Les pertes que le Liban pourrait encourir à ce niveau ne se limitent pas à la facture pétrolière. Un manque à gagner substantiel proviendrait de la non-concrétisation du protocole pétrolier signé entre les deux pays, il y a environ trois ans, et jamais appliqué. Ce protocole stipule la vente du brut irakien au Liban à 80 % du prix mondial. La moitié de la facture sera en plus réglée par des opérations de troc portant sur des produits industriels et agricoles libanais. Le solde sera déposé par l’Irak auprès du système bancaire libanais pour une période de trois ans sans intérêt. De nombreux obstacles ont empêché la mise en cours de ce protocole très avantageux. Il y a eu d’abord un retard libanais pour la conclusion de l’accord de libre-échange avec l’Irak. D’autres raisons étaient inhérentes à la complexité et à la politisation des conditions d’application du programme onusien “nourriture contre pétrole”. Les problèmes relatifs à l’acheminement du pétrole irakien à travers le territoire syrien (par oléoduc ou par camions) constituaient des obstacles supplémentaires. Une mainmise éventuelle des États-Unis sur l’Irak, y compris sur son pétrole, laisse planer des doutes quant à l’application future de ce protocole. À moins de l’utiliser comme “carotte” vis-à-vis de la Syrie et du Liban.
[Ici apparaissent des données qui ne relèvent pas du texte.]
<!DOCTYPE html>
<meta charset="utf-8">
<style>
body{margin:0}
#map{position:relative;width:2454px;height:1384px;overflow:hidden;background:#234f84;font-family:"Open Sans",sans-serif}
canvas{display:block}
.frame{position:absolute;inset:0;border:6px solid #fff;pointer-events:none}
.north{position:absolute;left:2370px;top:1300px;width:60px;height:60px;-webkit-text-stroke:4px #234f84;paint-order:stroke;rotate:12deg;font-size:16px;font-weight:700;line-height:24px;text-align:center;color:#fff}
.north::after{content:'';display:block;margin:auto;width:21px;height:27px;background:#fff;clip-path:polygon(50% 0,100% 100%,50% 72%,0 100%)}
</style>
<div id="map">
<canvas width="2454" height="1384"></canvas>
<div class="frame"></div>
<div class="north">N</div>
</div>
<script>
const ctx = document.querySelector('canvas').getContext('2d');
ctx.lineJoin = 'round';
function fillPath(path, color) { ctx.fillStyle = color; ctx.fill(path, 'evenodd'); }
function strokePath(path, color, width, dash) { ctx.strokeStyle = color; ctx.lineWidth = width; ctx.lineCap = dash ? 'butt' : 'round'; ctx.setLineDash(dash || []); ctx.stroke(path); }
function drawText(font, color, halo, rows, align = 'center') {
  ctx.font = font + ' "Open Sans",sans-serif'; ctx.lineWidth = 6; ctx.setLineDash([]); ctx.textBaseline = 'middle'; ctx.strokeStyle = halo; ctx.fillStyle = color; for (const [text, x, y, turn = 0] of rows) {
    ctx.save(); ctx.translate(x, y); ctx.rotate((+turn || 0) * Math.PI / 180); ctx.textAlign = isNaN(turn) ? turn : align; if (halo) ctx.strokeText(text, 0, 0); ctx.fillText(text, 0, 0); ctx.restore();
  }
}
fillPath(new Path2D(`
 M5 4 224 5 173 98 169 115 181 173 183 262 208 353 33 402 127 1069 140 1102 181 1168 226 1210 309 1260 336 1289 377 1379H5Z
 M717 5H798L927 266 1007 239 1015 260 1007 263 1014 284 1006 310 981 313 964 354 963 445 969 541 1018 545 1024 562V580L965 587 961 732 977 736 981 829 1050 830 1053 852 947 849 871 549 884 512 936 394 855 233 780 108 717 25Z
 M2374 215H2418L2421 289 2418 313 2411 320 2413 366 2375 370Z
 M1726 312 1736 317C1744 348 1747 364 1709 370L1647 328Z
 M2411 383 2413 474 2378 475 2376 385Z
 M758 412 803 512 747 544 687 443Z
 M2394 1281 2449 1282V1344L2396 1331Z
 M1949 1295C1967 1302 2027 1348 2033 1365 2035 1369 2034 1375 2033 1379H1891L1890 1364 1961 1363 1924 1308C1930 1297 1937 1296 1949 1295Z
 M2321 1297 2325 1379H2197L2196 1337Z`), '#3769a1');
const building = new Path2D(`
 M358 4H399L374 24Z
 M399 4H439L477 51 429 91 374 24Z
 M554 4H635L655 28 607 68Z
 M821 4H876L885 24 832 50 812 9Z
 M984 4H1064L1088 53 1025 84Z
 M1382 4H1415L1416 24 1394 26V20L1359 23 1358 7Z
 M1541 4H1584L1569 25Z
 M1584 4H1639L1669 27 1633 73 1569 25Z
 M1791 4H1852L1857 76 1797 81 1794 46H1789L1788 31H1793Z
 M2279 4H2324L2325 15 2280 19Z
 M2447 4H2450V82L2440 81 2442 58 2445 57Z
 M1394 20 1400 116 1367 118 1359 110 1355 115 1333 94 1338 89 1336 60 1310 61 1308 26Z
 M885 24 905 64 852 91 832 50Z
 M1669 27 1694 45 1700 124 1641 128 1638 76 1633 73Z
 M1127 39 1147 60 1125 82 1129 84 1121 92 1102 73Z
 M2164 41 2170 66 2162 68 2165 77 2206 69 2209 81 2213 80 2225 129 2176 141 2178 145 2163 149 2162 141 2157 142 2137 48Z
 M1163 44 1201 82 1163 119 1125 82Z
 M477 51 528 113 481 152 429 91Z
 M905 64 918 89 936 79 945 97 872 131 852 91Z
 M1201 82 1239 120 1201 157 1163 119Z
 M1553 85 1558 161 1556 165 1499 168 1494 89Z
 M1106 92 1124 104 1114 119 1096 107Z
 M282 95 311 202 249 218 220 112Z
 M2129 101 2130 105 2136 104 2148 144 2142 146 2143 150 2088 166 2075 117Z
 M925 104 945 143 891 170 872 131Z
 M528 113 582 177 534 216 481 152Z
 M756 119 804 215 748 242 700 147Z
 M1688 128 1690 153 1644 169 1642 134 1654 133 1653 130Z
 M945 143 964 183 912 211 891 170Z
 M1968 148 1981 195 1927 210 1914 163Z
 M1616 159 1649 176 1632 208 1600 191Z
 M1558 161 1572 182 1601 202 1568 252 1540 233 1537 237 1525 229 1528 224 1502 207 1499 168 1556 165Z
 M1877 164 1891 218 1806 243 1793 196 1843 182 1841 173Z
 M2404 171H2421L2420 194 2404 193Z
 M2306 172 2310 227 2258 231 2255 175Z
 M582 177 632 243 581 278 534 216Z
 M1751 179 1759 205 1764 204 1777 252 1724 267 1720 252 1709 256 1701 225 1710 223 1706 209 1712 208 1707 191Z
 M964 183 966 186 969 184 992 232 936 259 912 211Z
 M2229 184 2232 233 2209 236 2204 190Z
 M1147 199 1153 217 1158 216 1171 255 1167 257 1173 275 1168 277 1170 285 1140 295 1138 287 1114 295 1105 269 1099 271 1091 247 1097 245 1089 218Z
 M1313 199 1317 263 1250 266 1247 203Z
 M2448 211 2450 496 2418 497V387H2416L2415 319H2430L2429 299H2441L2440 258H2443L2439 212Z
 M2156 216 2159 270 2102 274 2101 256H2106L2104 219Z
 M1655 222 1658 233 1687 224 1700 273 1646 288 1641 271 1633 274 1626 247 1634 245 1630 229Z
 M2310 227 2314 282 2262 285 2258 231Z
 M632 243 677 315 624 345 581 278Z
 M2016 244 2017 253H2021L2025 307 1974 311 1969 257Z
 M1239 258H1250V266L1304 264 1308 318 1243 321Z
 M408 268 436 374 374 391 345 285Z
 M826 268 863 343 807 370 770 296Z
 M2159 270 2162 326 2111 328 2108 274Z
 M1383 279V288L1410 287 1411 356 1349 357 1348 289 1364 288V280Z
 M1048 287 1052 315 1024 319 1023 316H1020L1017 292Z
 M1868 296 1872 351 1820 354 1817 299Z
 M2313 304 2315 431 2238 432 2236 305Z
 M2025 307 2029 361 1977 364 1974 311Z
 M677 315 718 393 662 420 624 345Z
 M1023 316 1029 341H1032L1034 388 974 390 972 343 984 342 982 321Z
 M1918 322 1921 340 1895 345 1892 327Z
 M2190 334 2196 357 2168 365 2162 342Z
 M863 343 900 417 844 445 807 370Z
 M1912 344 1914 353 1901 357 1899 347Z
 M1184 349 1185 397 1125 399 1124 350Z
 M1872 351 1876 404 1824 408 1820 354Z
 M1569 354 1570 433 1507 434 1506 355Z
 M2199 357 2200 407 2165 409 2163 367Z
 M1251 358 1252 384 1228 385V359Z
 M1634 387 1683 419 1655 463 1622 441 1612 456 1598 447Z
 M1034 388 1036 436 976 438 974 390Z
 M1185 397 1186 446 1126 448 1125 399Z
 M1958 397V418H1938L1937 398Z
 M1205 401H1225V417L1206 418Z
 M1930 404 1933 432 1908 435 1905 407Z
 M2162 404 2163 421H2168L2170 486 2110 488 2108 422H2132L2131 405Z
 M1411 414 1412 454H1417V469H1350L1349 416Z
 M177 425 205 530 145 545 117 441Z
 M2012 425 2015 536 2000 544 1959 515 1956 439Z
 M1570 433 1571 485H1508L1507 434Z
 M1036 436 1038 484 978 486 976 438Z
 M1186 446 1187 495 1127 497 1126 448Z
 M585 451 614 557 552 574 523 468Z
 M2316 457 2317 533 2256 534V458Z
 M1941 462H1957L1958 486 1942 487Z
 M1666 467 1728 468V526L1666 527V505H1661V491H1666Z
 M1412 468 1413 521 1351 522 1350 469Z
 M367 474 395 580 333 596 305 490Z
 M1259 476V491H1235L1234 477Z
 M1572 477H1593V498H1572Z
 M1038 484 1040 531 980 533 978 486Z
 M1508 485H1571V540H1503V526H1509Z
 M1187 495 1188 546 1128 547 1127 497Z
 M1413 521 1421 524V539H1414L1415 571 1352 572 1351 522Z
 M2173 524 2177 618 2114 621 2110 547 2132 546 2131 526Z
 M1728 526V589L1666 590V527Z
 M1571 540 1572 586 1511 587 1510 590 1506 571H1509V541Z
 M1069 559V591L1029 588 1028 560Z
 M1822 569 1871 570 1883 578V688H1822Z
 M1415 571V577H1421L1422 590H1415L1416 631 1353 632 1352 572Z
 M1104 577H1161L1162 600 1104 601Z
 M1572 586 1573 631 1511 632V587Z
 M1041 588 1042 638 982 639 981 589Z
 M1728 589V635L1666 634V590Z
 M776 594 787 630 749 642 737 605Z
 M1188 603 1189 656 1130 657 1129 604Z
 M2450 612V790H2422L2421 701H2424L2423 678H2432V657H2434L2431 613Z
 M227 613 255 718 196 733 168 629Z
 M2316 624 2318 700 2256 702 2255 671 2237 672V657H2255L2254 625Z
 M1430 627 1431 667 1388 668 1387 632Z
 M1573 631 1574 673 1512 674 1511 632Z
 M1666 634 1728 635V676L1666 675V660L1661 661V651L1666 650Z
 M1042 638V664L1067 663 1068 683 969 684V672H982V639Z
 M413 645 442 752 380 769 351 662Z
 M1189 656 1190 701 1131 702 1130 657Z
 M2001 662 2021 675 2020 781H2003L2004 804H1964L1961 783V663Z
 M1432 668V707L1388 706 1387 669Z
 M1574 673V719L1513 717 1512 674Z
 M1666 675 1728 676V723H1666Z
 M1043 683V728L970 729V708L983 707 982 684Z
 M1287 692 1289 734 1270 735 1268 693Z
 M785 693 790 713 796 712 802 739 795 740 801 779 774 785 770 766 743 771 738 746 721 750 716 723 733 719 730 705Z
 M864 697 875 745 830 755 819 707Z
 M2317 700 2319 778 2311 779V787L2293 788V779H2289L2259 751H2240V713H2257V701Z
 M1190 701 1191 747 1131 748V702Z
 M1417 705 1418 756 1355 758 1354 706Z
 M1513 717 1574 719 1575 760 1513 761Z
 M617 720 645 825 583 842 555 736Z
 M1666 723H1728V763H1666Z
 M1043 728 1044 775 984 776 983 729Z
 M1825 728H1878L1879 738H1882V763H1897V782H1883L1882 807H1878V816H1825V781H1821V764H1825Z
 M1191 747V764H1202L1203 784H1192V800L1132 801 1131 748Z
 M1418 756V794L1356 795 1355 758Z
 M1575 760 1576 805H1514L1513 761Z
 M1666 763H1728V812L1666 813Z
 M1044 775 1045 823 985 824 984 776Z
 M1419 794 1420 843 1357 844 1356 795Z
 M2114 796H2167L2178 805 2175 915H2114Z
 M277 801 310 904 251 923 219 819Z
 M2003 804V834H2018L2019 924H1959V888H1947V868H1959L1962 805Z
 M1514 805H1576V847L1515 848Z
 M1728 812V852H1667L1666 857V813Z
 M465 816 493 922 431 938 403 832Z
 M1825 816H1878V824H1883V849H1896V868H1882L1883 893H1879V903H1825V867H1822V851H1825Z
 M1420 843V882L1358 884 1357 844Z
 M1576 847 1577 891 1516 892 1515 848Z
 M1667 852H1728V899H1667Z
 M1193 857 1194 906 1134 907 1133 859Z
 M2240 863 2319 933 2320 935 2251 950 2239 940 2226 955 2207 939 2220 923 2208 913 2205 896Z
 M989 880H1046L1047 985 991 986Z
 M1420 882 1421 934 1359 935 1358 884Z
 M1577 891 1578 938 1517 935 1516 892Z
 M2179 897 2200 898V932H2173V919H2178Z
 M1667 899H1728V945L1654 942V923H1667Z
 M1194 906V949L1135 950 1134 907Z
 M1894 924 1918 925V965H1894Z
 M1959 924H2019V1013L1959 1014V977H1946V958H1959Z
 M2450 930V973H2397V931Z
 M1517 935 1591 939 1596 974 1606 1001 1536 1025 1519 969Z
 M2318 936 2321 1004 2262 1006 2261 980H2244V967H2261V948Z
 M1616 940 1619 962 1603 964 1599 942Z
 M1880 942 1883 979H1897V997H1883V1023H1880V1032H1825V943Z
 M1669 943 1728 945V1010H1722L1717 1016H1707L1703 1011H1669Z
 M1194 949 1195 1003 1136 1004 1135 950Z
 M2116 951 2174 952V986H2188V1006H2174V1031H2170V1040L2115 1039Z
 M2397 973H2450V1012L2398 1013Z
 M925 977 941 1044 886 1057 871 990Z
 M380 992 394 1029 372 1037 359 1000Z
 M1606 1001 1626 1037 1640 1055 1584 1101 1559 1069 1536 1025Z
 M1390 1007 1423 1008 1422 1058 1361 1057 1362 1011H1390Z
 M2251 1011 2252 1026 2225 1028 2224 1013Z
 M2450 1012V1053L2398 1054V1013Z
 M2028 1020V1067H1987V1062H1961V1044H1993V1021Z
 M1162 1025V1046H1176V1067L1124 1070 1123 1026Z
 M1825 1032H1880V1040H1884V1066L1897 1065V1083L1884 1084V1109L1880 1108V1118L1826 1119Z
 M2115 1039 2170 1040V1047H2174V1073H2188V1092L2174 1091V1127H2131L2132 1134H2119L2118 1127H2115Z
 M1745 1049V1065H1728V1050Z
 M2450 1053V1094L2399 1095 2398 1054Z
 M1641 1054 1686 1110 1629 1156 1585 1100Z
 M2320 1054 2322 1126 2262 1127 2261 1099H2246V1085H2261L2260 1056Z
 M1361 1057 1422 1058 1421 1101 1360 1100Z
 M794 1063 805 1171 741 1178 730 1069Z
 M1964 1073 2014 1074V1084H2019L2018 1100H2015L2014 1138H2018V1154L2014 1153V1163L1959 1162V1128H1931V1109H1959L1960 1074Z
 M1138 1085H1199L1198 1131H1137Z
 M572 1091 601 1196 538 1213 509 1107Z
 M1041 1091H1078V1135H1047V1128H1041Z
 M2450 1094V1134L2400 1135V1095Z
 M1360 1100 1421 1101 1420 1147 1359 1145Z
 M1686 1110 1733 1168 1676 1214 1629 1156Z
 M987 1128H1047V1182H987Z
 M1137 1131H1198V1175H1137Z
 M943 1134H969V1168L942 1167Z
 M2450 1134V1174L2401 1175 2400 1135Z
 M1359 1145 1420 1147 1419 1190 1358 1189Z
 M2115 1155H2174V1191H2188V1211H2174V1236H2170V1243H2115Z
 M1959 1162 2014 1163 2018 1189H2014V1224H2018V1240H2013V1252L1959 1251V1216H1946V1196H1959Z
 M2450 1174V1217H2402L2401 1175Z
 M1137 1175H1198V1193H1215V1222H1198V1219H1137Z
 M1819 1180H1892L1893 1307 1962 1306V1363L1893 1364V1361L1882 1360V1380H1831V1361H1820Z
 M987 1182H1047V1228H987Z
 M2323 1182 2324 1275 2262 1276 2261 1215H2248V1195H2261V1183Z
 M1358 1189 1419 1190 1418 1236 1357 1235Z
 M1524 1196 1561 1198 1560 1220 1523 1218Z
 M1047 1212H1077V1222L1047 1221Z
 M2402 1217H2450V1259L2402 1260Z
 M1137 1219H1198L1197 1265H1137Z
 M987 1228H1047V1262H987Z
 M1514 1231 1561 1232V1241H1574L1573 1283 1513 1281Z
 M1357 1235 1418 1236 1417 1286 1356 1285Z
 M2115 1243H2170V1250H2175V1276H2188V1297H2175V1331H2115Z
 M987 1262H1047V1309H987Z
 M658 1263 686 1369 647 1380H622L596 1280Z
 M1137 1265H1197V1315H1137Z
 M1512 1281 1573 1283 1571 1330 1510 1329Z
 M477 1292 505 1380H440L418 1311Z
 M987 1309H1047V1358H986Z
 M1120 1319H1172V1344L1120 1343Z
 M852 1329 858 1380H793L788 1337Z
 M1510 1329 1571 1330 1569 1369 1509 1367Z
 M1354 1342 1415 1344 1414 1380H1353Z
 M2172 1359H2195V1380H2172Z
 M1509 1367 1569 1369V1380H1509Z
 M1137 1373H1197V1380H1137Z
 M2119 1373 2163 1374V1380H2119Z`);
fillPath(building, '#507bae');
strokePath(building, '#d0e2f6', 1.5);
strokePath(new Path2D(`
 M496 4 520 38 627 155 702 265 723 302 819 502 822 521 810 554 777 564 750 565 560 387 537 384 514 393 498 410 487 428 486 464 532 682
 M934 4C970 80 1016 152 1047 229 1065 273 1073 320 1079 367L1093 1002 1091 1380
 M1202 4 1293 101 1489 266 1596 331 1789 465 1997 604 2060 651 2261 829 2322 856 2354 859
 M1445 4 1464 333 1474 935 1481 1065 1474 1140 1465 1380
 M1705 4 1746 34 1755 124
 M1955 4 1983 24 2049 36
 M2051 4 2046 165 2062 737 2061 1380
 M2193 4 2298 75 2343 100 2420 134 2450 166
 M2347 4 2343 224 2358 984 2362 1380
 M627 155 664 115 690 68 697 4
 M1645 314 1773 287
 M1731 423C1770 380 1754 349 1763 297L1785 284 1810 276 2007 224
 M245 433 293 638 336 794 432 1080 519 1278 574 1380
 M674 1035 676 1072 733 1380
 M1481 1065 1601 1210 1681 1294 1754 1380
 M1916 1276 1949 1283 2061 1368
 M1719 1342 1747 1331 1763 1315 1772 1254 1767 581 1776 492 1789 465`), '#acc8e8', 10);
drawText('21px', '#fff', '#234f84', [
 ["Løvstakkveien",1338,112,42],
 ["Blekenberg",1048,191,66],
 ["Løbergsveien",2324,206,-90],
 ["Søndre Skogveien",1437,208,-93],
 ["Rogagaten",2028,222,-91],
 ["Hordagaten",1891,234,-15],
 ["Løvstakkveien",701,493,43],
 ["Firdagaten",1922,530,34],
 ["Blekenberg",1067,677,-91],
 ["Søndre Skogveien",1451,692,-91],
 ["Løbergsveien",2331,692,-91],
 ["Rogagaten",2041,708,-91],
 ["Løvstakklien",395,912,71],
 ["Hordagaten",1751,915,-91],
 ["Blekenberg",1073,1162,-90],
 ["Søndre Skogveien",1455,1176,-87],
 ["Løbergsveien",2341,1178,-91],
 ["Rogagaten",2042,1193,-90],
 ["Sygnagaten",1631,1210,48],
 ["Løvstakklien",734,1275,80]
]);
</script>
À court terme, le Liban sera donc certainement lésé par le déclenchement d’un conflit armé. Mais – maigre consolation – ses voisins le seraient dans de plus grandes proportions. La Jordanie, la Syrie, la Turquie et l’Égypte ont été liées à l’Irak, bien avant le Liban, par des accords de libre-échange, par des contrats découlant du programme “nourriture contre pétrole” et par des réseaux d’échanges de facto organisés à travers les milliers de kilomètres de frontières communes.
Au lendemain de cette nouvelle guerre, l’Irak semble – quant au rayonnement de ses échanges avec les pays de la région, dont le Liban – radicalement différent de l’Irak du “développement économique explosif” des années 70. Avec ses 24 millions d’habitants (dont 60 % vivant actuellement en dessous du seuil de pauvreté), un PIB de seulement 29 milliards $, une dette extérieure atteignant 62 milliards $, des pertes et des destructions à perte de vue, l’Irak risque de devenir un candidat à “l’assistance politique et économique” et non plus l’une des “locomotives” du développement dans la région. Ce séisme pourra-t-il se limiter à l’Irak ou ses ondes de choc frapperaient-ils d’autres pays de la région – malheureusement très riches en réserves pétrolières. Une ère de folle tentation hégémonique…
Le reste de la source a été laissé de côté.